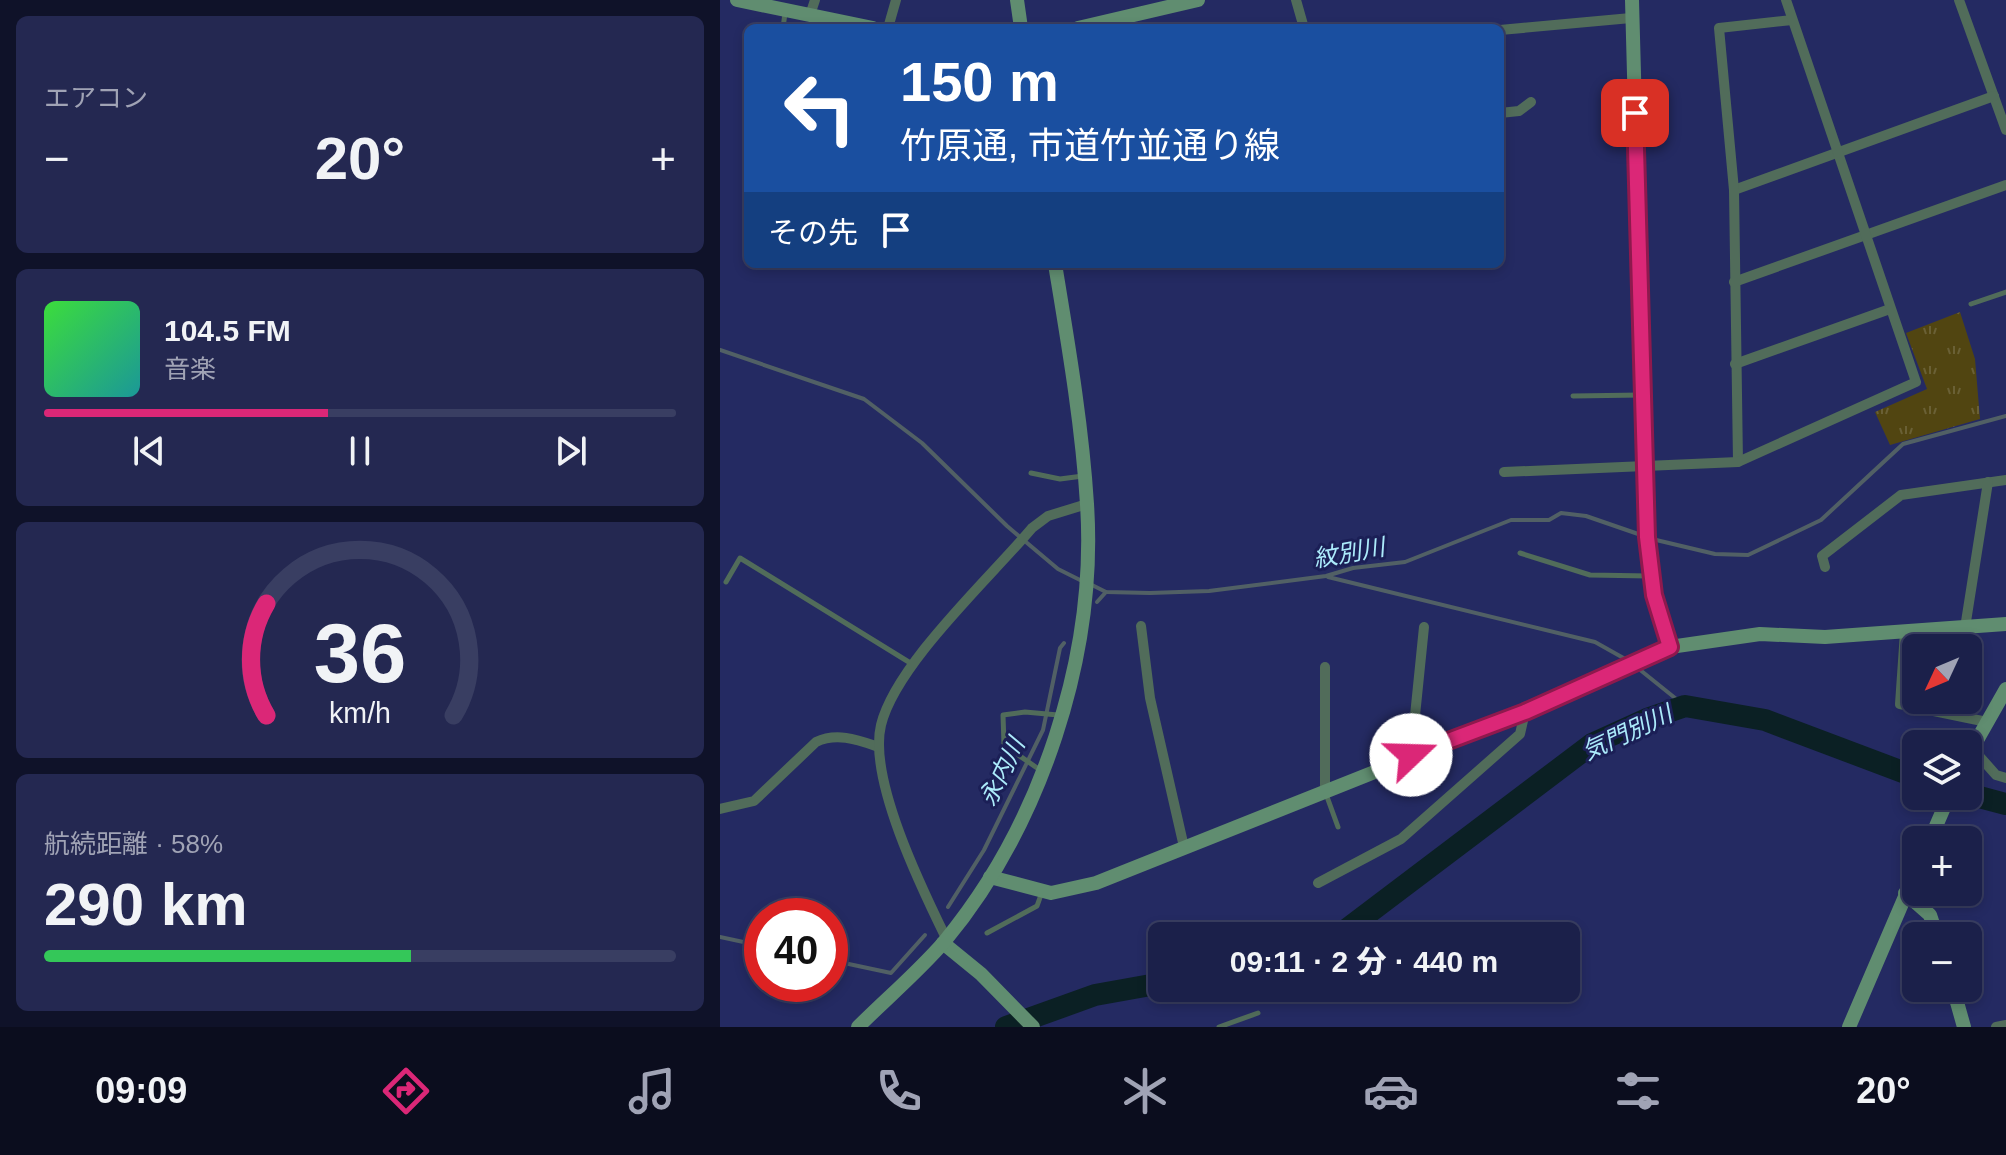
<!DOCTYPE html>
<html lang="ja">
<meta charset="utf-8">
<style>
body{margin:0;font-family:Arial,"Noto Sans JP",sans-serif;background:#242851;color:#f1f3f6;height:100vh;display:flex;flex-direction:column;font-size:30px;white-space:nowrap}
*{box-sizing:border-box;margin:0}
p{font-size:26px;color:#a0a3b5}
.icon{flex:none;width:44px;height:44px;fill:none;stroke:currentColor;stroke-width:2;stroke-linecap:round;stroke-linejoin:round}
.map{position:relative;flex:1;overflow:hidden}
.panel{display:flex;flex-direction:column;gap:16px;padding:16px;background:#0f1229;width:720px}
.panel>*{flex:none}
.top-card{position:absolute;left:24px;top:24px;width:760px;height:244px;border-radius:12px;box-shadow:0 4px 12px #0003,0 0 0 2px #393e62;background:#1a4fa0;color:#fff;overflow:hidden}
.needle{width:52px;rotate:226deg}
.buttons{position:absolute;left:1182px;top:634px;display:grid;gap:16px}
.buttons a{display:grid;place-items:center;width:80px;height:80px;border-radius:12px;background:#1b204a;box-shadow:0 4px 12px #0003,0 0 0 2px #393e62;font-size:40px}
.speed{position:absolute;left:24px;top:898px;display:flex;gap:16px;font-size:40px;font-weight:700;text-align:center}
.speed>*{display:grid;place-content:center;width:104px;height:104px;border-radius:50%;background:#1b204a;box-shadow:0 4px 12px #0003,0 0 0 2px #393e62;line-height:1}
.speed .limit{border:12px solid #d22;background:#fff;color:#111}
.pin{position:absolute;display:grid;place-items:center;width:68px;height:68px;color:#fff;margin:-34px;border-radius:16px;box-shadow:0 4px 12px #0006}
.me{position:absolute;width:88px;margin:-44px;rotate:69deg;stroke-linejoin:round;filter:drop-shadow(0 0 6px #0008)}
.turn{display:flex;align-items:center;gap:28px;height:168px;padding:0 24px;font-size:36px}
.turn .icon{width:104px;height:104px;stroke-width:2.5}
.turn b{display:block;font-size:56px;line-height:68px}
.then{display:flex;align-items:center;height:76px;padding:0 24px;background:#0003;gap:16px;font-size:30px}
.big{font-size:60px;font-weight:800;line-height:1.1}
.panel .card{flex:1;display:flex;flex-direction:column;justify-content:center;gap:12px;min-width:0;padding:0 28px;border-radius:12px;background:#242851}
.panel .dial{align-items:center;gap:0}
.dial svg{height:208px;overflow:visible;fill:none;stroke:#393e62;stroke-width:7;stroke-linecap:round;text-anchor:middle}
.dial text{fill:#f1f3f6;stroke:none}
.song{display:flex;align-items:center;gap:24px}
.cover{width:96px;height:96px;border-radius:12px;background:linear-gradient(135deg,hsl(120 70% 55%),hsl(180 70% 35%))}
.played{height:8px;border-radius:4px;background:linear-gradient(90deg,#db2777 45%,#393e62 45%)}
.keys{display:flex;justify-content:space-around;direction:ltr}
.heat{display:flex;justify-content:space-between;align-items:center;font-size:44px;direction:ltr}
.charge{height:12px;border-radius:6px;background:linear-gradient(90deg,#34c759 58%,#393e62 0)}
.trip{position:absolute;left:428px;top:922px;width:432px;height:80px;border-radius:12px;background:#1b204a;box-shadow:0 4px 12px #0003,0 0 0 2px #393e62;font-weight:800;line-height:80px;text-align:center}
.dock{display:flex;height:128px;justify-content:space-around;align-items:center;background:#0b0d1e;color:#a0a3b5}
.dock .icon{width:56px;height:56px}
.dock .active{color:#db2777}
.dock b{font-size:36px;color:#f1f3f6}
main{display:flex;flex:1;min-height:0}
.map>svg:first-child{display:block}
.park{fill:url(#park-tufts)}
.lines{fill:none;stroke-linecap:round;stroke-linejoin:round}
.stream{stroke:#516065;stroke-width:4}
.river{stroke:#0b2024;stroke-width:22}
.lane{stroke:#516c5a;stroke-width:5}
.street{stroke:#516c5a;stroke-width:10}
.secondary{stroke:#608d70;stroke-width:14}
.route-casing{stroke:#8e194d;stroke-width:20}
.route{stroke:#db2777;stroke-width:14}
.labels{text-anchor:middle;stroke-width:6;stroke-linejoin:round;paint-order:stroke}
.water-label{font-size:24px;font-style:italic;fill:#acebfb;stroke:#1b1f56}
</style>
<main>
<section class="panel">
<div class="card"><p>エアコン</p>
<div class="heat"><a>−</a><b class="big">20°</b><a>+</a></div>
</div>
<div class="card">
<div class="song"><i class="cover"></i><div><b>104.5 FM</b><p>音楽</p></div></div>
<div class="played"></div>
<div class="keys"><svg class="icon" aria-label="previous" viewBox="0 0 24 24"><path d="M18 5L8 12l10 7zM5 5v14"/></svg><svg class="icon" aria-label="pause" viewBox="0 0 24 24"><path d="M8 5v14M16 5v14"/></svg><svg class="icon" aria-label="next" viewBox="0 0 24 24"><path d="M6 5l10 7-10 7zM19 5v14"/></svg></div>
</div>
<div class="card dial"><svg viewBox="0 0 100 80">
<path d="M14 69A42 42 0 1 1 86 69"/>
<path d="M14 69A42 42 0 0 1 14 26" stroke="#db2777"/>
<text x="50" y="56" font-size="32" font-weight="700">36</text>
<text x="50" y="72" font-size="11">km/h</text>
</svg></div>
<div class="card"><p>航続距離 · 58%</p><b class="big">290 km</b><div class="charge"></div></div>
</section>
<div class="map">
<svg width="1286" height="1027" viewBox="0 0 1286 1027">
<defs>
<pattern id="park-tufts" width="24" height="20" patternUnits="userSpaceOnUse" patternTransform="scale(2)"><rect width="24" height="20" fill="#514511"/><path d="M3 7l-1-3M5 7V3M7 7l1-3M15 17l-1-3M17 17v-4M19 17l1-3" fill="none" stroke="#6a6035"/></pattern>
</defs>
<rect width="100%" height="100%" fill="#242a62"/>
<path class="park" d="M1240,312L1255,359L1260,419L1170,445L1155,412L1207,389L1186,333Z"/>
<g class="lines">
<g class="stream">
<path d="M0,350L144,399L202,443L287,526L338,569L362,581"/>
<path d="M932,539L995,554L1028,555L1101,520L1183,444L1286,416"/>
<path d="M608,577L875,642L907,660"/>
<path d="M370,584L386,592L430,593L489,591L606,576L633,568L685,562L791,520H829L841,513L866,516L924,536"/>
<path d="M377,602L386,592"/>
<path d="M914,665L965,706"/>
<path d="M228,907L264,850L323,730L340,648L344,643"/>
<path d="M0,937L42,946"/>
<path d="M110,960L171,973L205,935"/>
</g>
<g class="river">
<path d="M1248,794L1286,804"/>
<path d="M618,936L872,744L927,719L965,706L1045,720L1196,777"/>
<path d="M286,1027L375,995L442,983"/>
</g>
<g class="lane">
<path d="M63,28L65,13"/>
<path d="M1251,304L1286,292"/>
<path d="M853,396L921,395"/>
<path d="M311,473L340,479L363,476"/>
<path d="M800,553L870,575L929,576"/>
<path d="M6,582L20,558L192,664"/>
<path d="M320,770L284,745L283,715L305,712L338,715"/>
<path d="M606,794L618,827"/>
<path d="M267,933L317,906L322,892"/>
<path d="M499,1027L538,1013"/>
</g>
<g class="street">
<path d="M576,0L584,28"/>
<path d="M1239,0L1286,130"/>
<path d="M90,15L95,0"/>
<path d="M168,28L176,0"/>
<path d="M780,30L911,18"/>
<path d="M780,113L799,111L811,102"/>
<path d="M1014,190L1274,96"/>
<path d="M1014,282L1286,185"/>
<path d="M1015,364L1170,309"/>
<path d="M1018,462L1014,190L999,28L1072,20"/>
<path d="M784,472L1018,462L1196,382L1066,0"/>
<path d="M1105,567L1102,556L1181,495L1286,480"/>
<path d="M421,626L430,698L464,847"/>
<path d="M1245,628L1268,482"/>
<path d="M1185,632L1180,704L1267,722"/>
<path d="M605,667V791"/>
<path d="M1252,748L1276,775L1286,778"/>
<path d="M691,755L704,627"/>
<path d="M0,809L34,801L96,742C117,732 138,740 159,747"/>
<path d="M598,883L681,839L800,734L805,712"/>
<path d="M226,938C202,889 148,779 161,725C176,664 270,578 312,528L328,516L367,504"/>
<path d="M1276,1027L1286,1025"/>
</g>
<g class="secondary">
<path d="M17,0L153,28"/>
<path d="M297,0L301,28"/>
<path d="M912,0L926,519L934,595L950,647"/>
<path d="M358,28L478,0"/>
<path d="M1248,756L1286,689"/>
<path d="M1210,840L1229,796"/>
<path d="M270,877L331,893L376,883L805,712L950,647L1040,634L1105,637L1286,624"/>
<path d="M1185,893L1210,915L1217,936"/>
<path d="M223,943L261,974L313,1027"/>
<path d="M1233,988L1244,1027"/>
<path d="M138,1027C166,999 198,972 224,942C321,825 377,656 367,504C362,424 348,343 335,264"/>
<path d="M1129,1027L1196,871"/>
</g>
</g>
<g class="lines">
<g class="route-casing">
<path id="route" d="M691,755L805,712L950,647L934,595L927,537L915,113"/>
</g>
<use href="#route" class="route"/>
</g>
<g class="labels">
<g class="water-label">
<text transform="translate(629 553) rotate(-10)" y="8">紋別川</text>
<text transform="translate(907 733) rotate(-25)" y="8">気門別川</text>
<text transform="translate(282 772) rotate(-64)" y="8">永内川</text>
</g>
</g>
</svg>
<div class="buttons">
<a><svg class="needle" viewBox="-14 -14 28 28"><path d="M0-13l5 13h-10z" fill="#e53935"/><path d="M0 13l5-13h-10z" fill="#a0a3b5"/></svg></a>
<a><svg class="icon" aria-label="layers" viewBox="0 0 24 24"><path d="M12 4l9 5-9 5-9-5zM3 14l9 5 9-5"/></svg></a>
<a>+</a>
<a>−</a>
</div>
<div class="speed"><div class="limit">40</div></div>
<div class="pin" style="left:915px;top:113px;background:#d93025"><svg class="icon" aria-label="arrive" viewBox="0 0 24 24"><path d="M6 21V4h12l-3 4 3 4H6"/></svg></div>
<svg class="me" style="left:691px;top:755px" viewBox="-20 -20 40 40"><circle r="19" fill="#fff"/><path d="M0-13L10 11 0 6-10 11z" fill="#db2777"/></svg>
<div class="trip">09:11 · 2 分 · 440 m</div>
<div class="top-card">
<div class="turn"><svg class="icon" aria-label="left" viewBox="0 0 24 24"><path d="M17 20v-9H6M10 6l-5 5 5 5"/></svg><div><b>150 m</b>竹原通, 市道竹並通り線</div></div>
<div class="then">その先<svg class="icon" aria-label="arrive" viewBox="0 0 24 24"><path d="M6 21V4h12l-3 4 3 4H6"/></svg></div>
</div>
</div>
</main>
<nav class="dock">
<b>09:09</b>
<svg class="icon active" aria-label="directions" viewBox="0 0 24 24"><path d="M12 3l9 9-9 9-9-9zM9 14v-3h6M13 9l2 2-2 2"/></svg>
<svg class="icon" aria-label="music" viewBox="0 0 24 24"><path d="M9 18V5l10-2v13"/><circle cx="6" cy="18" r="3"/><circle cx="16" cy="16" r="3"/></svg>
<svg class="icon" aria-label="phone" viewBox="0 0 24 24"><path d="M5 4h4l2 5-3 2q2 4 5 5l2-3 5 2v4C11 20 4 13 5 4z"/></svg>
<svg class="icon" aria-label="climate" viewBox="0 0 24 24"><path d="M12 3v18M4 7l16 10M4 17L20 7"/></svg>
<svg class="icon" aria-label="car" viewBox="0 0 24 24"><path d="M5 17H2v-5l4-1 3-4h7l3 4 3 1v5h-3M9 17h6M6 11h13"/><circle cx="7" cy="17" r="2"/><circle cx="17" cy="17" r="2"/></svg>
<svg class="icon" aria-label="filters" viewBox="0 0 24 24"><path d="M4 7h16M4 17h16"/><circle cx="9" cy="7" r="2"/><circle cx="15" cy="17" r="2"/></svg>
<b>20°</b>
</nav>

### Exercise requirements
Sift through the material above and copy the lines that contain the word "played".

### Solution to this problem
.played{height:8px;border-radius:4px;background:linear-gradient(90deg,#db2777 45%,#393e62 45%)}
<div class="played"></div>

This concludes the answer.